I'm releasing this code with The Unlicense, so you're free to do whatever you want with this. I also make no claims as to this actually working, as there are many dependancies that could break along the way. If you're embarking on the "Adventure of Automatic Failover" for witnessing, please make sure you know what you're doing :)

Sort:  

Resteemed..... And tweeted!

Why not just put it in a loop to make it "reset"?

You could, but who's to say that the other server would be online again if the backup went down? It might just ping-pong between two dead servers and spam witness_update operations until you pay attention to it.

It could definitely be taken that direction though with a bit more effort. Effort that I haven't yet put in :)

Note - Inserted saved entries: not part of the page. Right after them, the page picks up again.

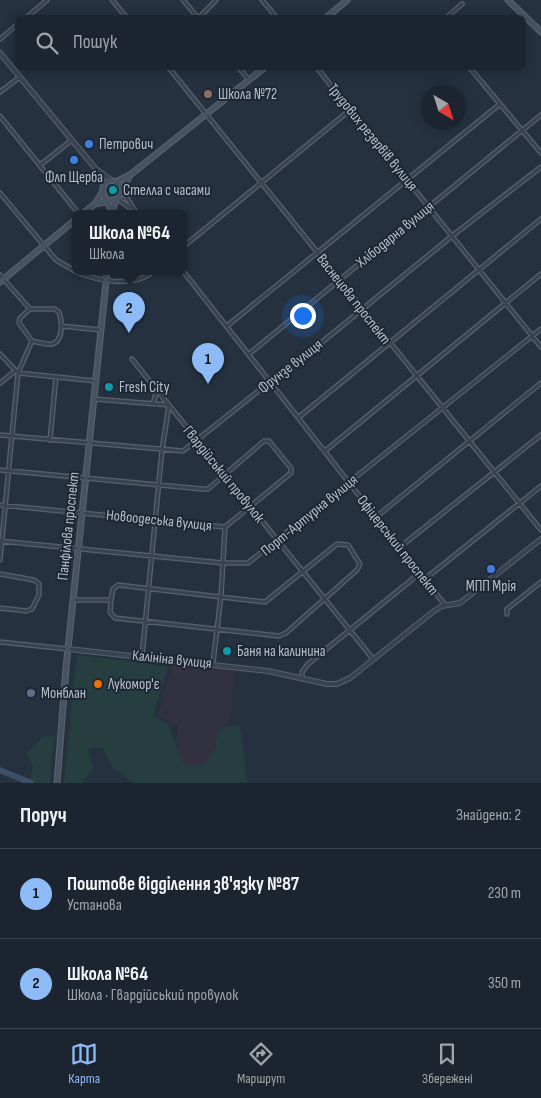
<!DOCTYPE html>
<html lang="uk">
<meta charset="utf-8">
<style>
:root{--surface:#1c252f;--page:#252d37;--text:#f1f3f6;--muted:#a0a5aa;--line:#3a424b;--accent:#8dbbf7}
body{margin:0;font-family:"Sofia Sans Condensed",sans-serif;background:var(--page);color:var(--text)}
.compass{position:absolute;left:421px;top:85px;width:45px;height:45px;border-radius:50%;background:var(--surface);box-shadow:0 2px 12px #0003;rotate:141deg}
.you{position:absolute;left:302px;top:315px;width:18px;height:18px;margin:-12px;border:4px solid #fff;border-radius:50%;background:#1a73e8;box-shadow:0 0 0 8px #1a73e833}
.badge{display:grid;place-items:center;width:32px;height:32px;border-radius:50%;background:var(--accent);color:#111;font-size:16px;font-weight:700}
.pin{position:absolute;translate:-50% -41px;filter:drop-shadow(0 1px 2px #0008)}
.pin::after{content:'';position:absolute;top:26px;width:18px;height:15px;background:inherit;clip-path:polygon(0 0,100% 0,50% 100%)}
.popup{position:absolute;left:72px;top:210px;width:115px;height:65px;box-sizing:border-box;display:grid;place-content:center;border-radius:8px;background:var(--surface);filter:drop-shadow(0 1px 4px #0005);font-size:16px;white-space:nowrap;color:var(--muted)}
.popup b{font-size:19px;color:var(--text)}
.popup::after{content:'';position:absolute;left:50%;top:100%;margin-left:-10px;border:10px solid transparent;border-top-color:var(--surface)}
.list{margin:0;padding:0;list-style:none}
h2{display:flex;justify-content:space-between;align-items:center;height:65px;margin:0;padding:0 20px;font-size:21px}
h2 small{font-size:16px;font-weight:400;color:var(--muted)}
.list li{display:grid;grid-template-columns:32px 1fr auto;gap:15px;align-items:center;box-sizing:border-box;height:90px;padding:0 20px;border-top:1px solid var(--line)}
.list b{display:block;font-size:19px;white-space:nowrap}
.list p{margin:0;font-size:16px;white-space:nowrap;color:var(--muted)}
.list em{font-size:16px;font-style:normal;color:var(--muted)}
.icon{flex:none;width:28px;height:28px;fill:none;stroke:currentColor;stroke-width:2;stroke-linecap:round;stroke-linejoin:round}
.map{position:relative;flex:none;width:541px;height:783px;overflow:hidden}
.search{position:absolute;background:var(--surface);box-shadow:0 2px 12px #0003;left:15px;right:15px;top:15px;height:55px;display:flex;align-items:center;gap:12px;box-sizing:border-box;padding:0 18px;border-radius:8px;color:var(--muted);font-size:19px}
.sheet{height:245px;background:var(--surface)}
nav{display:flex;justify-content:space-around;align-items:center;box-sizing:border-box;height:70px;border-top:1px solid var(--line);background:var(--surface);font-size:14px;color:var(--muted)}
nav a{display:grid;justify-items:center;gap:2px}
nav .on{color:var(--accent)}
.map>svg:first-child{display:block}
.medical{fill:#323140}
.green{fill:#273e40}
.lines{fill:none;stroke-linecap:round;stroke-linejoin:round}
.river{stroke:#3b5068;stroke-width:6}
.minor-casing{stroke:#57616d;stroke-width:5.5}
.tertiary-casing{stroke:#57616d;stroke-width:6}
.secondary-casing{stroke:#57616d;stroke-width:7}
.minor{stroke:#39434f;stroke-width:3}
.tertiary{stroke:#39434f;stroke-width:4}
.secondary{stroke:#475262;stroke-width:4.5}
.education-dot{fill:#8d6e63;stroke:#1e2834;stroke-width:2}
.shop-dot{fill:#3f7fe0;stroke:#1e2834;stroke-width:2}
.culture-dot{fill:#0f9aa8;stroke:#1e2834;stroke-width:2}
.food-dot{fill:#e8710a;stroke:#1e2834;stroke-width:2}
.service-dot{fill:#5c6f8a;stroke:#1e2834;stroke-width:2}
.labels{text-anchor:middle;stroke-width:4;stroke-linejoin:round;paint-order:stroke}
.poi-label{font-size:15px;fill:#b5beca;stroke:#1e2834;text-anchor:start}
.street-label{font-size:15px;fill:#b5beca;stroke:#1e2834}
</style>
<div class="map">
<svg width="541" height="783" viewBox="0 0 541 783">
<rect width="100%" height="100%" fill="#25313f"/>
<!-- medical -->
<path class="medical" d="M173,663L234,669L236,671L223,769L174,764L178,726L158,716Z"/>
<!-- green -->
<path class="green" d="M106 190a7 7 0 1 1 14 0a7 7 0 1 1-14 0Z
M77,655L168,666L153,716L167,723L184,765L203,766L214,752L219,729L240,724L247,783H134L113,768L102,747L88,749L93,768L81,783H64Z
M54,736L50,783H29L33,766L26,754L42,737Z"/>
<g class="lines">
<!-- river -->
<path class="river" d="M0,770L31,783"/>
<defs>
<path id="minor" d="M112,0L127,18
M183,0L198,18
M262,0L277,18
M26,18L47,0
M199,18L216,0
M446,18L462,4
M0,39L18,24
M169,68L541,530
M239,68L249,80
M317,68L541,347
M470,68L541,153
M0,92L20,77
M0,116L79,214
M40,165L72,140
M123,192L137,214
M0,193L56,260L75,271
M118,199L130,208
M183,247L350,110
M183,271L445,605
M76,272C99,281 132,288 153,272
M0,275L30,309
M30,309H55L59,312C62,320 64,341 52,344C47,345 38,342 32,341L19,323L20,318Z
M61,326L101,330
M227,326L500,104
M0,354L18,373L96,381
M249,354L541,115
M132,359L373,659
M0,383L14,372
M94,399L169,405L162,450L142,656
M153,404L157,390
M299,417L541,219
M0,435L183,451L271,381L278,378L452,236L541,167
M50,440L56,377
M325,451L541,274
M0,470L202,489H208L264,441H269L291,468V473L225,527L0,505
M376,517L541,383
M0,541L223,563H248L541,329
M400,547L541,435
M0,560L18,373L32,341
M0,574L34,580L39,584V595L32,609L26,611L0,608
M425,579L541,486
M73,600H111L110,612L115,618L279,636L286,633L357,570L360,564L348,545L337,544L265,602L118,585L113,589L111,600
M507,614V609L541,582
M0,642L68,649
M213,663L221,596L225,527
M302,678V672L308,664L420,573"/>
<path id="tertiary" d="M0,53L95,168L104,186
M97,170L111,180
M68,649L268,671L327,684H337L350,678L434,611L442,606L460,603L541,539"/>
<path id="secondary" d="M508,0L541,32
M326,18L347,0
M118,181L130,175L264,68
M95,204L118,199L130,175
M111,210C109,204 104,198 103,192C101,178 117,177 123,189
M82,214L95,204L103,191
M111,214L116,200
M0,282L75,220
M57,783L66,668L107,272"/>
</defs>
<!-- minor casing -->
<use href="#minor" class="minor-casing"/>
<!-- tertiary casing -->
<use href="#tertiary" class="tertiary-casing"/>
<!-- secondary casing -->
<use href="#secondary" class="secondary-casing"/>
<!-- minor -->
<use href="#minor" class="minor"/>
<!-- tertiary -->
<use href="#tertiary" class="tertiary"/>
<!-- secondary -->
<use href="#secondary" class="secondary"/>
</g>
<!-- markers -->
<circle class="education-dot" cx="208" cy="94" r="5"/>
<g class="shop-dot">
<circle cx="89" cy="144" r="5"/>
<circle cx="74" cy="160" r="5"/>
<circle cx="491" cy="569" r="5"/>
</g>
<g class="culture-dot">
<circle cx="113" cy="190" r="5"/>
<circle cx="109" cy="387" r="5"/>
<circle cx="227" cy="651" r="5"/>
</g>
<circle class="food-dot" cx="98" cy="684" r="5"/>
<circle class="service-dot" cx="31" cy="693" r="5"/>
<g class="labels">
<!-- poi labels -->
<g class="poi-label">
<text x="218" y="99">Школа №72</text>
<text x="99" y="149">Петрович</text>
<text x="74" y="182" text-anchor="middle">Флп Щерба</text>
<text x="123" y="195">Стелла с часами</text>
<text x="119" y="392">Fresh City</text>
<text x="491" y="591" text-anchor="middle">МПП Мрія</text>
<text x="237" y="656">Баня на калинина</text>
<text x="108" y="689">Лукомор'є</text>
<text x="41" y="698">Монблан</text>
</g>
<!-- street labels -->
<g class="street-label">
<text transform="translate(373 137) rotate(51)" y="5">Трудових резервів вулиця</text>
<text transform="translate(395 234) rotate(-39)" y="5">Хлібодарна вулиця</text>
<text transform="translate(354 299) rotate(52)" y="5">Васнецова проспект</text>
<text transform="translate(290 366) rotate(-38)" y="5">Фрунзе вулиця</text>
<text transform="translate(224 474) rotate(51)" y="5">Гвардійський провулок</text>
<text transform="translate(309 515) rotate(-39)" y="5">Порт-Артурна вулиця</text>
<text transform="translate(159 520) rotate(6)" y="5">Новоодеська вулиця</text>
<text transform="translate(68 526) rotate(-84)" y="5">Панфілова проспект</text>
<text transform="translate(398 545) rotate(52)" y="5">Офіцерський проспект</text>
<text transform="translate(172 659) rotate(6)" y="5">Калініна вулиця</text>
</g>
</g>
</svg>
<svg class="compass" viewBox="-18 -18 36 36"><path d="M0-13l5 13h-10z" fill="#e53935"/><path d="M0 13l5-13h-10z" fill="#a0a5aa"/></svg>
<div class="you"></div>
<div class="pin badge" style="left:208px;top:384px">1</div>
<div class="pin badge" style="left:129px;top:333px">2</div>
<div class="popup"><b>Школа №64</b>Школа</div>
<div class="search"><svg class="icon" aria-label="search" viewBox="0 0 24 24"><circle cx="10" cy="10" r="6"/><path d="M15 15l6 6"/></svg>Пошук</div>
</div>
<section class="sheet">
<h2>Поруч<small>Знайдено: 2</small></h2>
<ul class="list">
<li><span class="badge">1</span><div><b>Поштове відділення зв'язку №87</b><p>Установа</p></div><em>230 m</em></li>
<li><span class="badge">2</span><div><b>Школа №64</b><p>Школа · Гвардійський провулок</p></div><em>350 m</em></li>
</ul>
</section>
<nav>
<a class="on"><svg class="icon" aria-label="map" viewBox="0 0 24 24"><path d="M3 6l6-2 6 2 6-2v14l-6 2-6-2-6 2zM9 4v14M15 6v14"/></svg>Карта</a>
<a><svg class="icon" aria-label="directions" viewBox="0 0 24 24"><path d="M12 3l9 9-9 9-9-9zM9 14v-3h6M13 9l2 2-2 2"/></svg>Маршрут</a>
<a><svg class="icon" aria-label="saved" viewBox="0 0 24 24"><path d="M7 4h10v16l-5-4-5 4z"/></svg>Збережені</a>
</nav>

A better plan would be to have a script run on the witness server that actually checks for steemd running - or just open a port in the firewall and have the failover script check that it can connect.

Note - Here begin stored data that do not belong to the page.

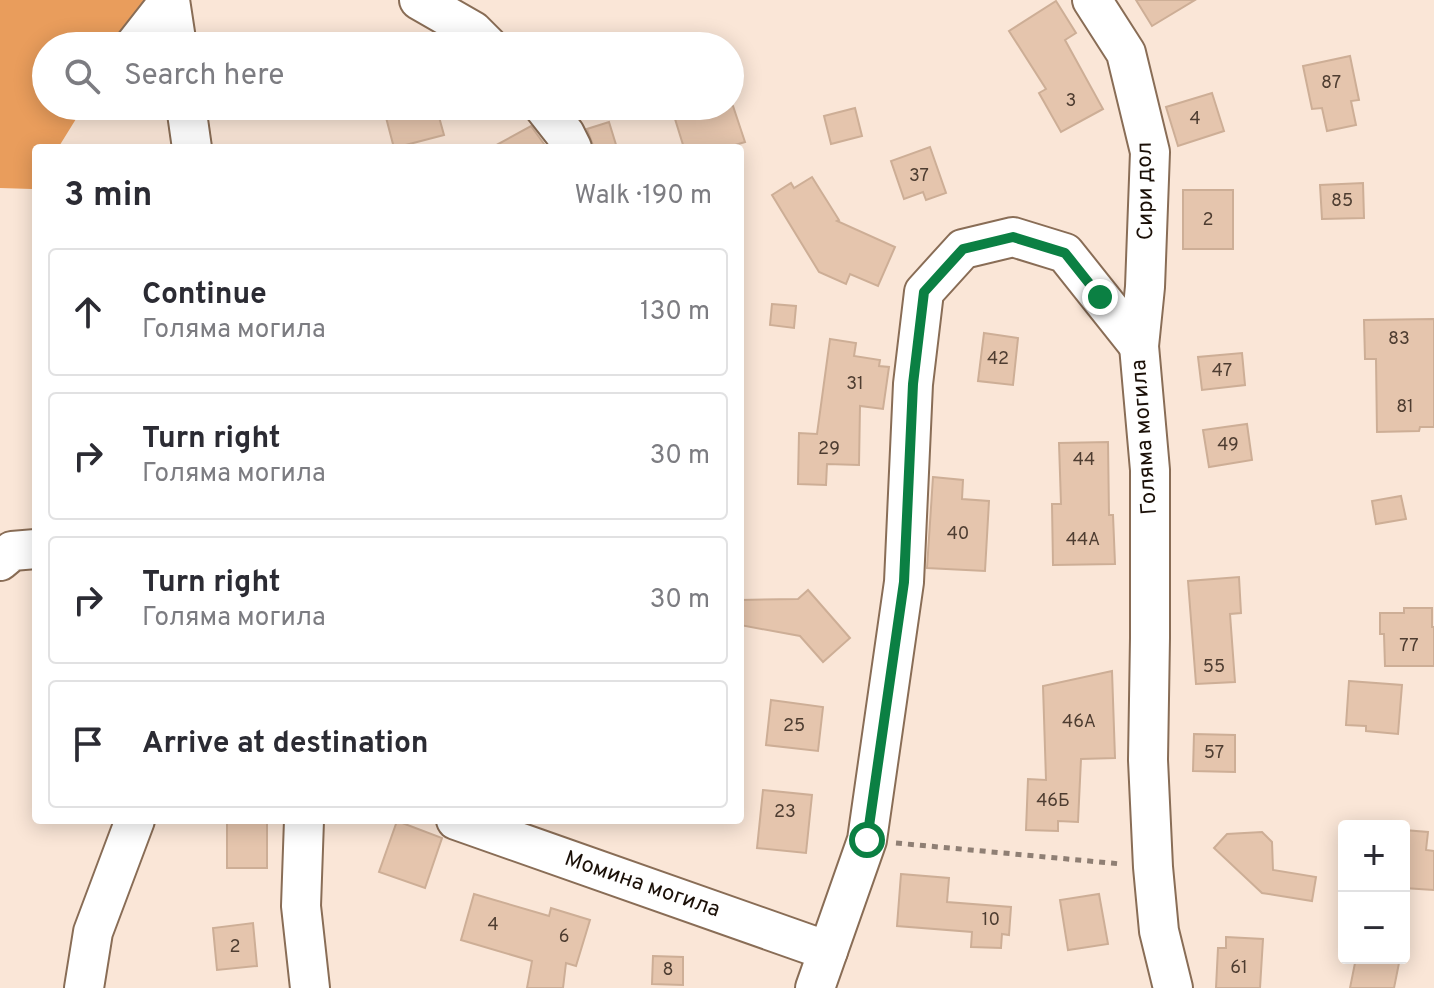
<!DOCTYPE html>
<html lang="en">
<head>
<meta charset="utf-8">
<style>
  body { margin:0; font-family:Overpass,sans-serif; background:#f2f2f3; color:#2b2b33 }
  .controls { position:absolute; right:24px; bottom:24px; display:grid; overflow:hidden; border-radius:8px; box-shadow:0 4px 20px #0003 }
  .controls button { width:72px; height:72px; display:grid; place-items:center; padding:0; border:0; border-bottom:2px solid #e1e1e2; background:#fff; color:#2b2b33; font:40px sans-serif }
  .stop { position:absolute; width:24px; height:24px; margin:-18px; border:6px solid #0b8043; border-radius:50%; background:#fff }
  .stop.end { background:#0b8043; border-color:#fff; box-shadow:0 2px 8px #0008 }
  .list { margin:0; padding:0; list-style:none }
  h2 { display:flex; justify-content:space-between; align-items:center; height:104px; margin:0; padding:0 32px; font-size:34px }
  h2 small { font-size:26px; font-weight:400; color:#7c7c81 }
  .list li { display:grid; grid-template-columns:52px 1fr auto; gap:24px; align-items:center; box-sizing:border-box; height:128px; margin:0 16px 16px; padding:0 16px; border:2px solid #e1e1e2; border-radius:8px }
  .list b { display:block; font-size:30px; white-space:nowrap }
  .list p { margin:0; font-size:26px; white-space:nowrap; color:#7c7c81 }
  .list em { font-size:26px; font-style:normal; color:#7c7c81 }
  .icon { flex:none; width:44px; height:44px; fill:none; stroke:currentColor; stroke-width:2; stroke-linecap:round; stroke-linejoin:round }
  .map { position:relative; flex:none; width:1434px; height:988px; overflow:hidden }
  .search { position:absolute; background:#fff; box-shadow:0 4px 20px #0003; left:32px; top:32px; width:712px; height:88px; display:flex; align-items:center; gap:20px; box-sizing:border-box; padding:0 28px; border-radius:44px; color:#7c7c81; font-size:30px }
  .panel { position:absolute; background:#fff; box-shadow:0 4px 20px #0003; left:32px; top:144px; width:712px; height:680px; border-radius:8px }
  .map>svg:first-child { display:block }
  .forest { fill:#e99d5c }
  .building { fill:#e5c5ad; stroke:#cdae96; stroke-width:2 }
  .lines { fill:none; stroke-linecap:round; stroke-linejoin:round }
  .minor-casing { stroke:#896d56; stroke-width:42 }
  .path { stroke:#8f7f74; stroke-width:5; stroke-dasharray:6 6; stroke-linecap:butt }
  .minor { stroke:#fff; stroke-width:38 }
  .route { stroke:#0b8043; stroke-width:10 }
  .labels { text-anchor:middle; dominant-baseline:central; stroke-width:7; stroke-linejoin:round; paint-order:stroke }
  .number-label { font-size:18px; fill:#4e3d31 }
  .street-label { font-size:22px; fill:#1b1008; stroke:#fff }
</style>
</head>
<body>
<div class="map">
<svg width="1434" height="988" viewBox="0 0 1434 988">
  <rect width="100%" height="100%" fill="#fae6d7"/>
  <path class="forest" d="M0,0H150L122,46H46V106H84L58,148H36V183L32,189L0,188Z"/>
  <g class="building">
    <path d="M1136,0H1195L1152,26Z"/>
    <path d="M1056,1L1076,33L1065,40L1103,109L1061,132L1039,93L1046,89L1009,31Z"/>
    <path d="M1350,56L1359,100L1351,101L1356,125L1327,131L1322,108L1312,109L1303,66Z"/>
    <path d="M1212,93L1224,131L1178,146L1166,107Z"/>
    <path d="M383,106H436L444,135L394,148Z"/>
    <path d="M671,106H733L745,142L725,148H684Z"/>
    <path d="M855,108L862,136L831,144L824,116Z"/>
    <path d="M609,122L617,148H594L587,129Z"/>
    <path d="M531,126L547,148H491Z"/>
    <path d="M930,147L946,193L926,200L923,192L904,199L891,161Z"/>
    <path d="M812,177L839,220L837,221L895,247L878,286L850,274L846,284L819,272L772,195L791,183L794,188Z"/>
    <path d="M1363,183L1364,218L1322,219L1320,185Z"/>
    <rect x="1183" y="190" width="50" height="59"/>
    <path d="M772,304L796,306L794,328L770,325Z"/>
    <path d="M1434,319V427H1420L1419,431L1377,432L1376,359H1365L1364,320Z"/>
    <path d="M984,333L1018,338L1013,385L978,381Z"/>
    <path d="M830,339L856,343L854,356L880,360L879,366L889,367L883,409L860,406L859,465L827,464L826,485L798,484L799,433L817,434Z"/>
    <path d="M1242,353L1245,385L1202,390L1198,357Z"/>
    <path d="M1247,424L1252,460L1209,467L1203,430Z"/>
    <path d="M1108,442L1109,515H1113L1115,564L1053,565L1052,504H1061L1059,443Z"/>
    <path d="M933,477L963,480L962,499L989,501L985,571L927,568Z"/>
    <path d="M1401,496L1406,519L1376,524L1372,501Z"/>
    <path d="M1239,577L1241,613L1230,614L1235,682L1196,684L1188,581Z"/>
    <path d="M808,590L850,638L823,662L800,636L740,625V600L798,599Z"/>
    <path d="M1404,608H1432V627H1434V666H1385L1384,634H1380V613H1404Z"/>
    <path d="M1112,671L1115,758L1081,759L1078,822L1058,821V831L1026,830L1028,779L1046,780L1043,686Z"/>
    <path d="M1349,681L1402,685L1398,734L1366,731V726L1346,725Z"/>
    <path d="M771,700L823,707L818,751L766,745Z"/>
    <path d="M1194,734L1235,735V772L1193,771Z"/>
    <path d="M763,790L812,795L806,853L757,848Z"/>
    <rect x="227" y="820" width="40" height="48"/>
    <path d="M397,821L442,838L425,888L379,872Z"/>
    <path d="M1404,830L1428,832L1426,850L1434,851V890L1404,888Z"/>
    <path d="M1262,832L1272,842L1273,870L1316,877L1312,901L1262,893L1214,848L1227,834Z"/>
    <path d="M901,874L949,878L947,902L1011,907L1009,935L1002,934L1001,948L971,947L972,932L897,926Z"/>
    <path d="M474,894L549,916L551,908L590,920L576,966L566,963L563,988H527L532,961L461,940Z"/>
    <path d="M1099,894L1108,944L1068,950L1060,900Z"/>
    <path d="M253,923L257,966L217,970L213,928Z"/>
    <path d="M1226,937L1263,939L1260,988H1216L1218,948H1226Z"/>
    <path d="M653,956L683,957V985L652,984Z"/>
    <path d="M1356,958H1400L1394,988H1350Z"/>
  </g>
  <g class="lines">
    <g class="minor-casing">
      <g id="minor">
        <path d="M170,0L177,46"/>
        <path d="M419,0L473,31L488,46"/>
        <path d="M1092,0L1126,53L1150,152L1145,287L1139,346L1150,470V638L1148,760L1153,867L1159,931L1173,988"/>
        <path d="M134,46L170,0"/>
        <path d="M186,106L192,148"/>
        <path d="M543,106L565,134L572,148"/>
        <path d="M0,561L12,551L36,549"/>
        <path d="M304,820L301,906L310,988"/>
        <path d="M456,820L828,951"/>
        <path d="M84,988L93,932L135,820"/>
        <path d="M815,988L867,840L904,582L913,384L924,292L963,249L1013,237L1065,253L1139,346"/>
      </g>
    </g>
    <path class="path" d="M896,843L1121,864"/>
    <use href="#minor" class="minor"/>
  </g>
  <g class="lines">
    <path class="route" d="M867,840L904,582L913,384L924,292L963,249L1013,237L1065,253L1100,297"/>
  </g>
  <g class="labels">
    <g class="number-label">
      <text x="1331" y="83">87</text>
      <text x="1071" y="101">3</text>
      <text x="1195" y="119">4</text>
      <text x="919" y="176">37</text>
      <text x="1342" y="201">85</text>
      <text x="1208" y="220">2</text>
      <text x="1399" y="339">83</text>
      <text x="998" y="359">42</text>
      <text x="1222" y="371">47</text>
      <text x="855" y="384">31</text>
      <text x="1405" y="407">81</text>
      <text x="1228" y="445">49</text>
      <text x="829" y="449">29</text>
      <text x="1084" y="460">44</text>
      <text x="958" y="534">40</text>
      <text x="1083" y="540">44А</text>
      <text x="1409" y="646">77</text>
      <text x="1214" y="667">55</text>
      <text x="1079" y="722">46А</text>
      <text x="794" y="726">25</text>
      <text x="1214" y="753">57</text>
      <text x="1053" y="801">46Б</text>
      <text x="785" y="812">23</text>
      <text x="991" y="920">10</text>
      <text x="493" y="925">4</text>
      <text x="564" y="937">6</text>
      <text x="235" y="947">2</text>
      <text x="1239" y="968">61</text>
      <text x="668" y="970">8</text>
    </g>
    <g class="street-label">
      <text transform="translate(1146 191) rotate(-91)">Сири дол</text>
      <text transform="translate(1145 437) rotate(-94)">Голяма могила</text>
      <text transform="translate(642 885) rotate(19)">Момина могила</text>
    </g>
  </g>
</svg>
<div class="controls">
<button>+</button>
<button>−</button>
</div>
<div class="stop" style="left:867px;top:840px"></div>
<div class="stop end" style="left:1100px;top:297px"></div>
<div class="search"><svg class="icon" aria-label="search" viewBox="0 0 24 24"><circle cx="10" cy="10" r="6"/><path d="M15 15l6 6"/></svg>Search here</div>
<section class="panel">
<h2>3 min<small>Walk · 190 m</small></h2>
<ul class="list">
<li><svg class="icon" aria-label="ahead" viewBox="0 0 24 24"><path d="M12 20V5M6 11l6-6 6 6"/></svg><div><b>Continue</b><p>Голяма могила</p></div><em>130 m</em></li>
<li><svg class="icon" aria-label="right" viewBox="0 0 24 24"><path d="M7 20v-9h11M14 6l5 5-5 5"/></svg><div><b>Turn right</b><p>Голяма могила</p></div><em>30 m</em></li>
<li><svg class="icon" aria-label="right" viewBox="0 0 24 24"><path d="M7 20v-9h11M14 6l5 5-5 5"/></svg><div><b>Turn right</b><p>Голяма могила</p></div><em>30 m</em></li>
<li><svg class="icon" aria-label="arrive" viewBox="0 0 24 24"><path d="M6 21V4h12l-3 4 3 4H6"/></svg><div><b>Arrive at destination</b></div></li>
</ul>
</section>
</div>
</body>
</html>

Steemd could be running, but not ready to accept connections / witness blocks. So you'd get false positives about it being "active" if you were just checking for a running process. The node takes a good 10 minutes to spin up and during that time, it's going to appear to be running.

On the other hand, with the open port... If you wanted to check connections to steemd, you also would have to enable one of the RPC endpoints or plugins for that to work. You probably don't want to use any of those settings for a witness node. I'd also rather not open any ports on the firewall or connect to it at all.

IMHO this is a better solution than those options. I had a node completely melt down and I missed 2 blocks in 2 minutes, then it failed over to the running node.

To each his own though!

Thank you for sharing this! I'm sure this will help a lot of witnesses sleep well. :)

If I ever reach the point where I'll need a backup witness node, I'll definitely use this script! Thanks, @jesta

The Unlicence! I am so pleased to see another user using this licence. Creative work is a highly speculative endeavour, copyright does not in fact help any up and coming artist, because they don't have the money to pay lawyers, which, even if they did, it is questionable what benefit this has to the economy as a whole.

So the whole concept, in my opinion, should be scrapped. False attribution is the only crime that connects with this, it is clearly fraud.

So the whole concept, in my opinion, should be scrapped. False attribution is the only crime that connects with this, it is clearly fraud.

The whole concept of licensing is what you're talking about right?

I got a bit lost in your train of thought :)

It is predicated on a claim of exclusive rights distribution for something that costs practically nothing to reproduce, in a market where subjectivity dictates price more clearly. Art can be expensive to produce but worth nothing because nobody wants it.

And more importantly, it does not benefit new artists who by definition are generally poor. Owning copyright is not bound to the creator, and this overly empowers them to suppress competition and which artists get access to their distribution system and by this allows censorship.

Thus, copyright is not for artists at all, but for curators. The internet renders the need for these distribution controllers. Artists do not depend on these businesses anymore and the privilege has been blatantly abused for political ends. In fact, this is why citation is such an integral component of Steem's architecture, and why the greatest amount of changes have been made to counter methods of exploiting it.